Und es wurde noch mehr gefunden, zum Beispiel Nadeln und Ringschmuck der Urnenfelder- und Hallstattzeit (etwa 1300 bis 600 vor Christus). Außerdem konnten Einzelfunde noch in weitere Epochen verortet werden, sodass insgesamt ein sehr komplettes Spektrum an Erkenntnissen rund um eine ausgeprägte Siedlungskultur auf diesem Areal vorliegt.

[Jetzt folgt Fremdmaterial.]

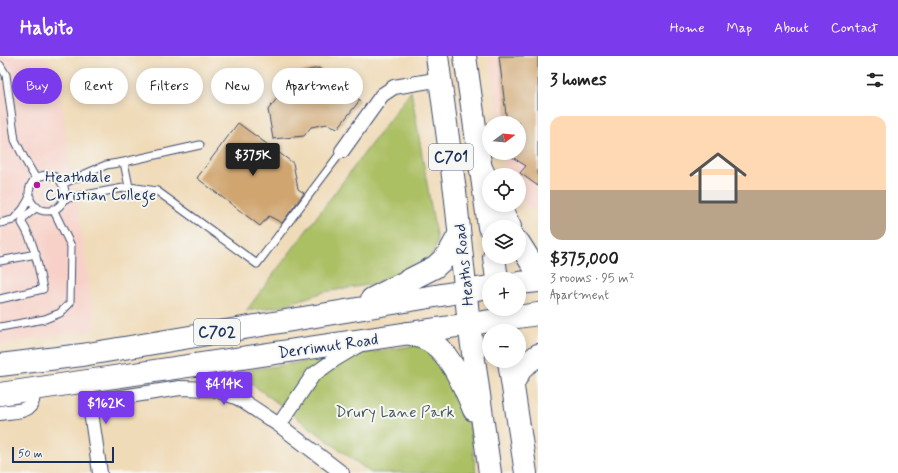 <!DOCTYPE html>
<html lang="en">
<head>
<meta charset="utf-8">
<style>
  :root { --surface:#fff; --page:#f6f6f6; --text:#222; --muted:#767676; --accent:#7c3aed }
  body { margin:0; font-family:Mynerve,sans-serif; background:var(--page); color:var(--text); height:100vh; display:flex; flex-direction:column; font-size:15px; white-space:nowrap }
  * { box-sizing:border-box; margin:0 }
  p { font-size:13px; color:var(--muted) }
  .icon { flex:none; width:22px; height:22px; fill:none; stroke:currentColor; stroke-width:2; stroke-linecap:round; stroke-linejoin:round }
  .map { position:relative; flex:1; overflow:hidden }
  .drawer { display:flex; flex-direction:column; background:var(--surface); width:360px }
  .drawer>* { flex:none }
  .banner { position:absolute; left:12px; top:12px; width:380px; height:36px; display:flex; gap:8px }
  .needle { width:26px; rotate:74deg }
  .buttons { position:absolute; left:482px; top:60px; display:grid; gap:8px }
  .buttons a { display:grid; place-items:center; width:44px; height:44px; border-radius:50%; background:var(--surface); box-shadow:0 2px 10px #0003; font-size:20px }
  .scale { position:absolute; left:12px; bottom:10px; width:102px; box-sizing:border-box; padding-left:4px; border:2px solid #1b2f5e; border-top:0; font-size:11px; line-height:14px; white-space:nowrap; color:#1b2f5e; -webkit-text-stroke:3px #f6f6f2; paint-order:stroke }
  .price { position:absolute; translate:-50% -34px; padding:0 9px; border-radius:4px; background:var(--accent); color:#fff; font-size:13px; line-height:26px; filter:drop-shadow(0 1px 2px #0008) }
  .price::after { content:''; position:absolute; left:50%; top:24px; width:12px; height:9px; margin-left:-6px; background:inherit; clip-path:polygon(0 0,100% 0,50% 100%) }
  .price.on { background:#222; color:#fff }
  ul { padding:0; list-style:none }
  li { display:grid; align-content:center; gap:8px; height:212px; padding:0 12px }
  li span { display:grid; place-items:center; height:124px; border-radius:12px; color:#555 }
  li>.icon { margin-inline-start:auto }
  span .icon { width:72px; height:72px; fill:#fffc; stroke-width:1 }
  li b { font-size:17px }
  h2 { display:flex; justify-content:space-between; align-items:center; height:48px; padding:0 12px; font-size:17px }
  .pill { padding:0 14px; border-radius:18px; background:var(--surface); box-shadow:0 2px 10px #0003; font-size:14px; line-height:36px }
  .pill.on { background:var(--accent); color:#fff }
  header { display:flex; align-items:center; gap:24px; box-sizing:border-box; height:56px; padding:0 20px; background:var(--accent); color:#fff }
  header strong { font-size:19px }
  nav { display:flex; gap:22px; margin-inline-start:auto; font-size:14px }
  main { display:flex; flex:1; min-height:0 }
  .map>svg:first-child { display:block }
  .built { fill:#f7d1c8 }
  .green { fill:#abbf63; stroke:#637760 }
  .building { fill:#d0a570 }
  .lines { fill:none; stroke-linecap:round; stroke-linejoin:round }
  .lane-casing { stroke:#3b496c; stroke-width:9 }
  .street-casing { stroke:#3b496c; stroke-width:16 }
  .primary-casing { stroke:#3b496c; stroke-width:24 }
  .highway-casing { stroke:#3b496c; stroke-width:24 }
  .lane { stroke:#fff; stroke-width:7 }
  .street { stroke:#fff; stroke-width:14 }
  .primary { stroke:#fff; stroke-width:22 }
  .highway { stroke:#fff; stroke-width:22 }
  .poi-dot { fill:#b5179e; stroke:#f6f6f2; stroke-width:1.5 }
  .labels { text-anchor:middle; stroke-width:4; stroke-linejoin:round; paint-order:stroke }
  .shield { fill:#f6f6f2; stroke:#5d6b8a; stroke-width:1 }
  .shield-label { font-size:15px; font-weight:bold; fill:#1b2f5e }
  .poi-label { font-size:16px; fill:#1b2f5e; stroke:#f6f6f2; text-anchor:start }
  .street-label { font-size:16px; fill:#1b2f5e; stroke:#f6f6f2 }
  .park-label { font-size:16px; fill:#465a60; stroke:#f6f6f2 }
</style>
</head>
<body>
<header>
<strong>Habito</strong>
<nav><a>Home</a><a>Map</a><a>About</a><a>Contact</a></nav>
</header>
<main>
<div class="map">
<svg width="538" height="417" viewBox="0 0 538 417">
  <rect width="100%" height="100%" fill="#f6f6f2"/>
  <filter id="ink" filterUnits="userSpaceOnUse"><feTurbulence type="fractalNoise" baseFrequency=".025" numOctaves="2"/><feDisplacementMap in="SourceGraphic" scale="8" xChannelSelector="R" yChannelSelector="G"/><feConvolveMatrix kernelMatrix="1 2 1 2 8 2 1 2 1" color-interpolation-filters="sRGB"/></filter>
  <filter id="wash" filterUnits="userSpaceOnUse"><feTurbulence type="fractalNoise" baseFrequency=".012" numOctaves="4" result="noise"/><feDisplacementMap in="SourceGraphic" scale="16" xChannelSelector="R" yChannelSelector="G"/><feGaussianBlur stdDeviation="0.9" result="paint"/><feColorMatrix in="noise" values="0 0 0 0 0 0 0 0 0 0 0 0 0 0 0 0 0 1.4 0 .05"/><feComposite in="paint" operator="in"/></filter>
  <g filter="url(#wash)">
    <rect width="100%" height="100%" fill="#f0dbb9"/>
    <!-- built -->
    <path class="built" d="M0 0H43L57 17 96 274 0 288Z
      M489 0H538V158L519 144V119H506L503 97H519V67H499Z"/>
    <!-- green -->
    <path class="green" d="M411 35 437 185 432 201 374 228 324 236 281 250 246 255Z
      M419 289 435 298 462 346 470 373 476 417H371L236 316Z"/>
    <g id="blocks">
      <!-- building -->
      <path class="building" d="M499 0H538V130L520 117 526 110 506 97H519V67H507Z
        M319 12 360 44 338 72 327 68 311 71 304 80 273 83 268 54 278 41 274 37 282 26 288 28 296 17Z
        M238 67 293 107 298 133 304 137 282 167 269 160 260 170 197 122Z"/>
    </g>
  </g>
  <g filter="url(#ink)">
    <use href="#blocks" fill-opacity="0" stroke="#3b496c" stroke-width="1"/>
    <g class="lines">
      <defs>
        <path id="lane" d="M0 9 6 19 15 84 24 102 36 123
          M124 106 200 89
          M29 137a18 18 0 1 1 36 0a18 18 0 1 1-36 0Z
          M62 128 106 109 124 106 129 131
          M63 143 129 131 157 135 257 208 342 95
          M0 167 13 164 23 153 30 141
          M0 205 36 198
          M0 243 43 233C38 210 35 187 22 167L23 162 37 151
          M0 271 45 263 60 257 70 247 71 190 53 153"/>
        <path id="street" d="M342 95 382 39 394 31 441 23
          M88 336 100 417
          M90 346 180 332 213 333 238 342 279 369 342 417
          M0 357C18 354 36 358 32 334
          M279 369 313 319 334 304 359 289"/>
        <path id="primary" d="M437 0 455 135 469 268 490 417
          M465 0 489 171
          M494 201 497 223
          M408 277C417 280 426 282 434 288 452 301 466 334 474 354
          M509 305 526 417
          M513 327 522 311 538 299"/>
        <path id="highway" d="M480 110 489 128
          M499 149 510 171
          M519 187 531 206 538 215
          M519 227 538 225
          M372 243 435 211 448 199 459 179
          M0 309 82 299 489 231
          M0 338 538 258"/>
      </defs>
      <!-- lane casing -->
      <use href="#lane" class="lane-casing"/>
      <!-- street casing -->
      <use href="#street" class="street-casing"/>
      <!-- primary casing -->
      <use href="#primary" class="primary-casing"/>
      <!-- highway casing -->
      <use href="#highway" class="highway-casing"/>
      <!-- lane -->
      <use href="#lane" class="lane"/>
      <!-- street -->
      <use href="#street" class="street"/>
      <!-- primary -->
      <use href="#primary" class="primary"/>
      <!-- highway -->
      <use href="#highway" class="highway"/>
    </g>
  </g>
  <!-- markers -->
  <circle class="poi-dot" cx="37" cy="129" r="4"/>
  <g class="labels">
    <!-- shield labels -->
    <g class="shield">
      <rect x="429" y="88" width="44" height="26" rx="3"/>
      <rect x="194" y="263" width="46" height="26" rx="3"/>
    </g>
    <g class="shield-label">
      <text x="451" y="106">C701</text>
      <text x="217" y="281">C702</text>
    </g>
    <!-- poi labels -->
    <g class="poi-label">
      <text x="45" y="126">Heathdale<tspan x="45" dy="18">Christian College</tspan></text>
    </g>
    <!-- street labels -->
    <g class="street-label">
      <text transform="translate(463 209) rotate(-96)" y="6">Heaths Road</text>
      <text transform="translate(328 289) rotate(-8)" y="6">Derrimut Road</text>
    </g>
    <!-- park labels -->
    <g class="park-label">
      <text x="395" y="361">Drury Lane Park</text>
    </g>
  </g>
</svg>
<div class="buttons">
<a><svg class="needle" viewBox="-14 -14 28 28"><path d="M0-13l5 13h-10z" fill="#e53935"/><path d="M0 13l5-13h-10z" fill="#767676"/></svg></a>
<a><svg class="icon" aria-label="locate" viewBox="0 0 24 24"><circle cx="12" cy="12" r="6"/><path d="M12 2v4M12 18v4M2 12h4M18 12h4"/></svg></a>
<a><svg class="icon" aria-label="layers" viewBox="0 0 24 24"><path d="M12 4l9 5-9 5-9-5zM3 14l9 5 9-5"/></svg></a>
<a>+</a>
<a>−</a>
</div>
<div class="scale">50 m</div>
<b class="price on" style="left:253px;top:121px">$375K</b>
<b class="price" style="left:224px;top:350px">$414K</b>
<b class="price" style="left:106px;top:369px">$162K</b>
<div class="banner">
<a class="pill on">Buy</a>
<a class="pill">Rent</a>
<a class="pill">Filters</a>
<a class="pill">New</a>
<a class="pill">Apartment</a>
</div>
</div>
<section class="drawer">
<h2>3 homes<svg class="icon" aria-label="filters" viewBox="0 0 24 24"><path d="M4 7h16M4 17h16"/><circle cx="9" cy="7" r="2"/><circle cx="15" cy="17" r="2"/></svg></h2>
<ul>
<li><span style="background:linear-gradient(#ffd9b3 60%,#b9a48a 0)"><svg class="icon" aria-label="home" viewBox="0 0 24 24"><path d="M3 11l9-7 9 7M6 9v11h12V9"/></svg></span><div><b>$375,000</b><p>3 rooms · 95 m²</p><p>Apartment</p></div></li>
</ul>
</section>
</main>
</body>
</html>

Abgeschlossen sind die Untersuchungen und Auswertungen im Übrigen noch nicht. Unter anderem wird in dem Bericht mehrfach darauf verwiesen, dass einzelne Feststellungen mit Funden aus der erweiterten Region verglichen werden sollen. "Die vollständige Auswertung der mesolithischen und jungpaläolithischen Steinartefakte wird allerdings noch einige Zeit in Anspruch nehmen und voraussichtlich in der Reihe ,Berichte der Bayerischen Bodendenkmalpflege' in ein oder zwei Jahren veröffentlicht", teilt das Bayerische Landesamt für Denkmalpflege mit.